McClung has quite the diverse musical background and has performed on numerous stages spanning the globe. Over the years, he has performed extensively in America, Europe, Africa, Asia and the Middle East.
He took a brief break from music when earning his Bachelor of Science degree in Materials Science and Engineering at the University of Cincinnati. However, he found himself veering back towards the musical path and receive a Masters degree from the Cincinnati Conservatory of Music. He then went on to receive the first Doctorate of Musical Arts degree in percussion ever awarded by Rice University.

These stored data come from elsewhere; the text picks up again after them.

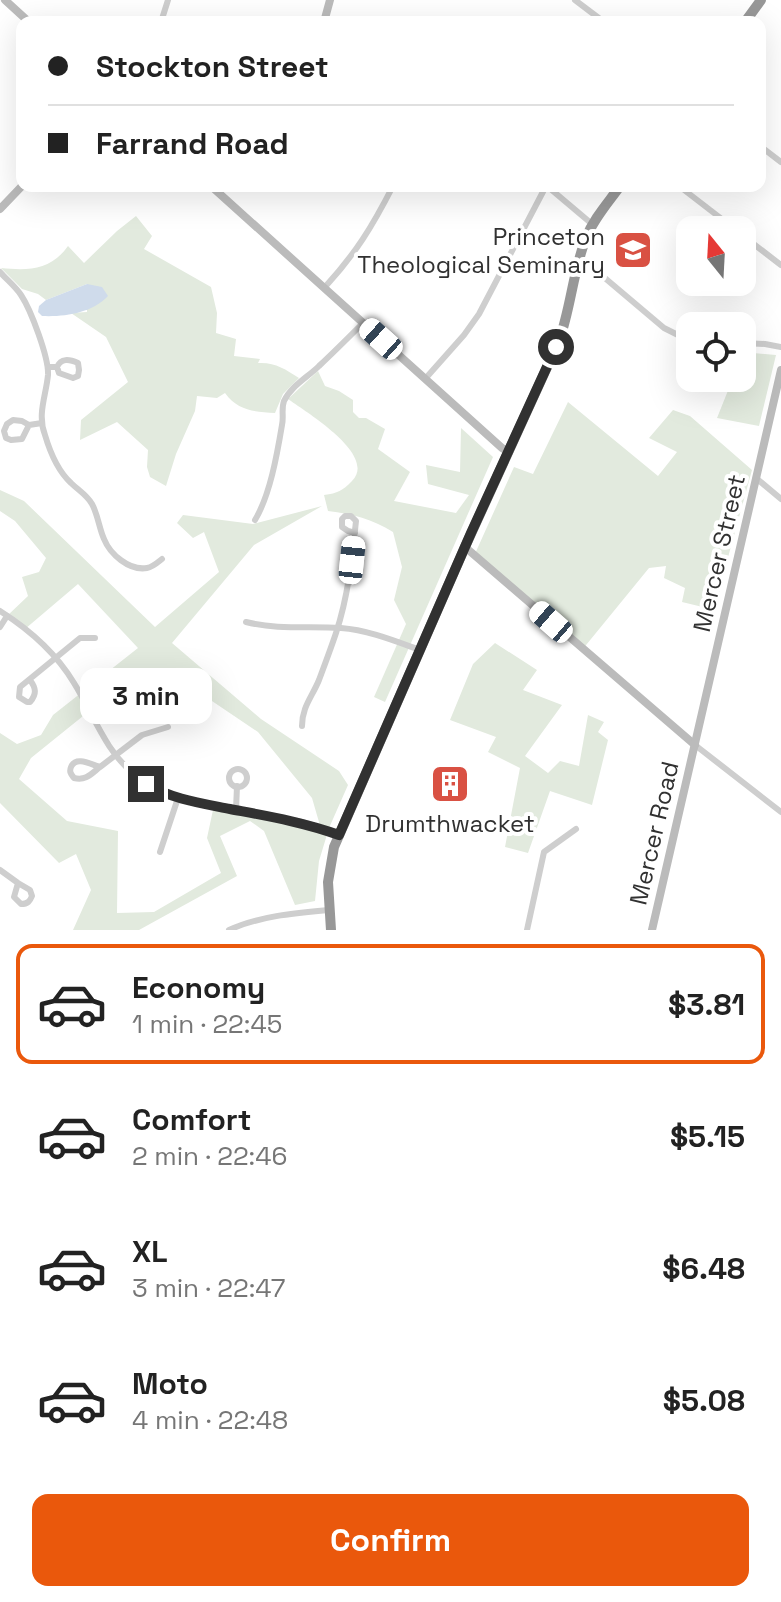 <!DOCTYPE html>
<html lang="en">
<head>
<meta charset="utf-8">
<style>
	body { margin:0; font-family:"Space Grotesk",sans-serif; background:#f2f2f2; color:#222; height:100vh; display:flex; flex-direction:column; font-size:30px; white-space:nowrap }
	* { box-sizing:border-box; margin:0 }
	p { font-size:26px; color:#767676 }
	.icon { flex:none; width:44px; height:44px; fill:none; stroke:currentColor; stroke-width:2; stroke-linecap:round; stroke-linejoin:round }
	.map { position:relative; height:930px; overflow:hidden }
	.panel { display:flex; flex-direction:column; background:#fff; flex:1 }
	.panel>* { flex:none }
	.guide { position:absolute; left:16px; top:16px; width:750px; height:176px; border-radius:16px; box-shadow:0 8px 32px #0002; display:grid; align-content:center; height:176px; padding:0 32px; background:#fff }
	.needle { width:52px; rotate:342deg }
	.tools { position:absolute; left:676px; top:216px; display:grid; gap:16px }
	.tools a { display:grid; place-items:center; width:80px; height:80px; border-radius:16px; background:#fff; box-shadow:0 8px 32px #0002; font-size:40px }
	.end { position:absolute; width:36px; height:36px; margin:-18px; border:10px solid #313131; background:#fff; box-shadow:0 0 0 4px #fff }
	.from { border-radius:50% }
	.bubble { position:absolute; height:56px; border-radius:16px; background:#fff; box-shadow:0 8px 32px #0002; font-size:26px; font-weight:600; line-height:56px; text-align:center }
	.car { position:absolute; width:24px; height:48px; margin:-24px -12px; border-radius:10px; box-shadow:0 0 6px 2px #0007; background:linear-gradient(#fff 24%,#345 0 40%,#fff 0 76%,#345 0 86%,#fff 0) }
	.guide b { display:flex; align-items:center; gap:28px; height:76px; font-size:30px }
	.guide b+b { border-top:2px solid #e0e0e0 }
	.guide i { width:20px; height:20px; background:#222 }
	ul { padding:14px 0 0; list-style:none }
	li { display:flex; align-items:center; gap:24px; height:120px; margin:0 16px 12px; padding:0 16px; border:4px solid transparent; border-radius:16px }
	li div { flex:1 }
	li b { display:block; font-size:30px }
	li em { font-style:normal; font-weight:600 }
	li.selected { border-color:#ea580c }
	li>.icon { width:72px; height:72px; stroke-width:1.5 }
	.button { display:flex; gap:16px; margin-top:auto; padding:16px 32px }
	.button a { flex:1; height:92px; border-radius:16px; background:#ea580c; color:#fff; font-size:32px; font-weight:600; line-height:92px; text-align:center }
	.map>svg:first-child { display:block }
	.green { fill:#e2eade; fill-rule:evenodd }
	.water { fill:#cfdbeb }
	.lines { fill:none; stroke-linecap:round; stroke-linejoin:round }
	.street { stroke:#cecece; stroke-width:6 }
	.secondary { stroke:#bbb; stroke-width:8 }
	.highway { stroke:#989898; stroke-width:10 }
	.route { stroke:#313131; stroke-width:10 }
	.labels { text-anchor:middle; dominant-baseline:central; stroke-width:8; stroke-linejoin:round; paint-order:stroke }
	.poi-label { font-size:24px; fill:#313131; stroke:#fff; text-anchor:end }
	.street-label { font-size:24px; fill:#313131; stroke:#fff }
</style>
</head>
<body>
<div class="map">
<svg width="781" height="930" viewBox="0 0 781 930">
	<rect width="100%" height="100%" fill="#fff"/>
	<g class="green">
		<path d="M136,216l16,20 -8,13 67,38 6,26 -1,20 20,6 -2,17 26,3 -2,4c17,-1 27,6 41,15l-16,16 -8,19c-20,-1 -37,-2 -50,-20l-8,5 -20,-2 -2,15 -19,43 -10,32 -16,-9 -3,-10 1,-17 -31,-28 -37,18 1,-20 47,-38 -22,-45 -35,-24 16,-1v-28l-41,16 -8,-6 -16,-5 -21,-21c28,3 50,2 67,-22l16,17 33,-32z"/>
		<path d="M742,352l34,3 -17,71 -42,-8 16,-40h9z"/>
		<path d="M318,371l7,15 14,5 14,9v12l6,6h7l19,11 -7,20 32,23 -16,29 62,12 13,-18 -41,-11 -2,-19 34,7 1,-44 32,29 -108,245 -11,-5 32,-73 -12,-24 8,-33 -9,-35c-21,-13 -40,-18 -65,-21l-4,-16c14,-2 18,-4 28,-14 26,-26 -46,-69 -64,-82z"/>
		<path d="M568,402l90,74 19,-24 -28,-14 24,-28 17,6 62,54 -25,91 -12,49 -33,-8 3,-14 -21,-10 2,-12 -17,2 -67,82 -108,-94 40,-89 19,7z"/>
		<path d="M0,490l24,11 131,126 64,-55 -15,-40 -11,6 -16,-15 6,-8 70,9 69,-18 -68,39 -82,98 89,76 78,52 9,14 -19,43 -10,33 -4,40 -20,4 -31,-74 -14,-10 -30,15 17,40 -98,54h-66l18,-40 -15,-36 -17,9 -59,-60v-70l17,11 24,-9 12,-20 85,-67 -60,-64 -53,45 -18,-13 21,-20 -6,-19 17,-5 7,-14 -31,-37 -15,-10zM169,672l89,60 54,66 9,31 -108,-19 -6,28 14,35 -67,39 -37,1 1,-82 -51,-10 -48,-42 12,-21 93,-75z"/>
		<path d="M495,643l42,27 -14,20 39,15 -37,51 23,17 12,-12 19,5 9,-51 16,7 -6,10 10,8 -16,65 -42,-14 -22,62 -23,-6 15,-79 -32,-16 8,-15 -46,-17 23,-56z"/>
	</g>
	<path class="water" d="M87,284l15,3 6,9c-16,17 -43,21 -66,20l-4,-4 1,-6 7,-6z"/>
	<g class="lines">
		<g class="street">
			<path d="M575,0l29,22"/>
			<path d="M161,22l7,-22"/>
			<path d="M760,146l21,16"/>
			<path d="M547,186l45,38"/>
			<path d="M679,186l57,44"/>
			<path d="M742,235l39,30"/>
			<path d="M580,257l84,71 26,13"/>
			<path d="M0,272c7,8 15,14 21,23 10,15 28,63 27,80 -2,21 -11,39 -3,60 5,17 13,36 26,48 7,7 16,12 21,21 6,11 7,24 12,35 6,15 25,32 43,29 6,-1 10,-5 15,-9"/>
			<path d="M325,287c31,-34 47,-60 68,-101"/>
			<path d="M742,343l23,1 16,3"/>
			<path d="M48,367h9c4,-9 12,-8 21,-4l1,7 -1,6 -5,2 -14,-5 -2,-6"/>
			<path d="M425,379l39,-44 15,-21 67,-128"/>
			<path d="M29,425l-7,14 -11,1 -5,-2 -2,-7 3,-7 6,-4 9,1 7,4 13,-2"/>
			<path d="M756,478l25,21"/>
			<path d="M255,520c15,-25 22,-65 27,-95 2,-8 -1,-16 2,-24 7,-15 24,-24 35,-35 15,-14 30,-29 44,-43"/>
			<path d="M0,611c30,19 56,42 74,72 20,32 31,68 61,92 41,34 112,36 163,46 14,3 28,9 41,14"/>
			<path d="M246,622c32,8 63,4 95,6 27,2 54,13 79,22"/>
			<path d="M0,627l7,-11"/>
			<path d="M30,680c6,8 7,14 0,22h-3l-8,-5 1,-10 60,-49h15"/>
			<path d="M302,726c0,-19 10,-29 17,-46 6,-16 12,-32 17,-47 12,-36 16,-74 20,-112l-5,-5h-6l-3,3v8l6,4 7,2"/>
			<path d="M695,745l86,67"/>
			<path d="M100,767c-9,7 -14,14 -26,11 -3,-4 -5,-6 -3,-11 5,-12 21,-2 29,0l42,-32 26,-8"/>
			<circle cx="238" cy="778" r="9"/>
			<path d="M236,810l1,-24"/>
			<path d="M160,852l18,-54"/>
			<path d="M0,870l18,13 12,7 2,6c-2,5 -4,8 -11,8l-7,-7 4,-14"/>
			<path d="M229,930c30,-14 67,-17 100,-20"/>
			<path d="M527,930l17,-78 32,-23"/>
		</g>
		<g class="secondary">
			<path d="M5,0l24,22"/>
			<path d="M324,22l6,-22"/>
			<path d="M211,186l291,262 7,4"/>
			<path d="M0,209l22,-23"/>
			<path d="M465,547l230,198"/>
			<path d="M652,930l129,-560"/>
		</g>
		<g class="highway">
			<path d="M745,22l16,-22"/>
			<path d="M331,930l-3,-48 6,-35 131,-300 94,-206c12,-34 14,-70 27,-103 8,-20 22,-35 34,-52"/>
		</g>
	</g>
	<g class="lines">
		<path class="route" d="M146,784c26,15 54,19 84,25 37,7 73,13 109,26l132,-302 85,-186"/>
	</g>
	<defs>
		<g id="university-square" transform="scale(2)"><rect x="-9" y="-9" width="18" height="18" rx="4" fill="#d95143" stroke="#fff"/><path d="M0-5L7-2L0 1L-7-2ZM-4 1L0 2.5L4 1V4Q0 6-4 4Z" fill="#fff"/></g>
		<g id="building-square" transform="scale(2)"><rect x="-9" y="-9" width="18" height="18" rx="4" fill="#d95143" stroke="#fff"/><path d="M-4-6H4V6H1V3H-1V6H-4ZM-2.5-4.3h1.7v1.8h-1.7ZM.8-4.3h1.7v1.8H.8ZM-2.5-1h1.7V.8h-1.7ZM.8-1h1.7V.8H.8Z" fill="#fff"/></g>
	</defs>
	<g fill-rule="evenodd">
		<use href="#university-square" x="633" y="250"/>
		<use href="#building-square" x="450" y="784"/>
	</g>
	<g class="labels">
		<g class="poi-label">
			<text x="605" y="236">Princeton<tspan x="605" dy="28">Theological Seminary</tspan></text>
			<text x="450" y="823" text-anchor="middle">Drumthwacket</text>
		</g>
		<g class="street-label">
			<text transform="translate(719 553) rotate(-77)">Mercer Street</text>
			<text transform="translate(654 833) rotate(-77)">Mercer Road</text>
		</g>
	</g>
</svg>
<div class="tools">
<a><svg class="needle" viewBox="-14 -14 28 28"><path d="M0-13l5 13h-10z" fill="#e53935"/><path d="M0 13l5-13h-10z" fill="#767676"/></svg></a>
<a><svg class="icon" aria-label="locate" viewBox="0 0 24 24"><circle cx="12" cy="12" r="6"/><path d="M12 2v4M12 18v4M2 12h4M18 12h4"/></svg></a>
</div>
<i class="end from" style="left:556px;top:347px"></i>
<i class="end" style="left:146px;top:784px"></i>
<div class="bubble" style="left:80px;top:668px;width:132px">3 min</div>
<i class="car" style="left:381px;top:339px;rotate:312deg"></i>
<i class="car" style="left:352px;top:560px;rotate:6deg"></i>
<i class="car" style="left:551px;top:622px;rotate:311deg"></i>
<div class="guide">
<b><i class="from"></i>Stockton Street</b>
<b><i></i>Farrand Road</b>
</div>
</div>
<section class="panel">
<ul>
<li class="selected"><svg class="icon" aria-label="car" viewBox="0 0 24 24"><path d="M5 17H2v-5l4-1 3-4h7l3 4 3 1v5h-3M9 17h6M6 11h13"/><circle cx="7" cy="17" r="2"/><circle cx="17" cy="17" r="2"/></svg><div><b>Economy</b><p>1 min · 22:45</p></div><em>$3.81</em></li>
<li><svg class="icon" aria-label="car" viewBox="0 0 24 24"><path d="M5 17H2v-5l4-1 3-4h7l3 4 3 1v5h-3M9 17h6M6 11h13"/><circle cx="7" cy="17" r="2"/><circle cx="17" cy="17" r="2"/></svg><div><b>Comfort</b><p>2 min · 22:46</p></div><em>$5.15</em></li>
<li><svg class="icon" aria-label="car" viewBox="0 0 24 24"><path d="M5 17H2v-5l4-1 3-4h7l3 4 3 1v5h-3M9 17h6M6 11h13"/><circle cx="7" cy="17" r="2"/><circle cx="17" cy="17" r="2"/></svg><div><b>XL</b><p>3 min · 22:47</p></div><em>$6.48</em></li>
<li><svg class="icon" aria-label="car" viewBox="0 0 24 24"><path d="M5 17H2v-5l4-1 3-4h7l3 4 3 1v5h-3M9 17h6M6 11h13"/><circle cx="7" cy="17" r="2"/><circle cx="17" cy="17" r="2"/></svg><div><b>Moto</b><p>4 min · 22:48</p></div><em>$5.08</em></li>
</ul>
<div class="button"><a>Confirm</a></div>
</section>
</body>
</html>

Today, he continues to perform as well as share his gift through teaching to eager pupils. He is currently the co-director of the Corpus Christi High School All-Stars, an ensemble of young percussionists from the coastal bend area. He is also an associate professor of music at Texas A&M University—Corpus Christi, the principal percussionist of ROCO and the principal percussionist of the Glimmerglass Festival Orchestra.
We caught up with McClung to learn more about him and the upcoming “Stolen Moments” performance.
Q: In this program, you’re performing music on percussion instruments that was originally written for violin, including a work by Bach. Do you think Bach would approve?
Matt McClung: I KNOW Bach would approve. Though he never heard a marimba, he frequently reworked his own music for other purposes and other instruments. He was a consummate recycler.
Q: While the violin can sustain the sound of a note, a percussion instrument tends to decay quickly after the initial attack. How do you manage to create a sense of continuity, especially in music that was written for the violin?
Matt McClung: There are some tricks. The obvious one is to play a roll, meaning, repeat a single note rapidly until each one blends into the next and it sounds like sustain. I can also use softer mallets, which will de-emphasize the attack. But in the end, it’s most important to simply accept the ephemeral nature of the beast.
Some of the best things in life are fleeting!
Q: How do you feel about other instruments interpreting music that was written for the percussion?
Matt McClung: This might be the first time I’ve heard of a piece written for marimba being performed on another instrument, and I am beyond thrilled!
Q: Tell us something about the work of a percussionist that most people don’t know.
Matt McClung: Often, the time it takes to move and set up equipment is greater than the amount of time I get to play. It’s worth it, of course, but it’s a lot.
ROCO presents “Stolen Moments” on Feb. 12 at MATCH | Midtown Arts & Theater Center. Tickets are $25 general admission, $15 for students.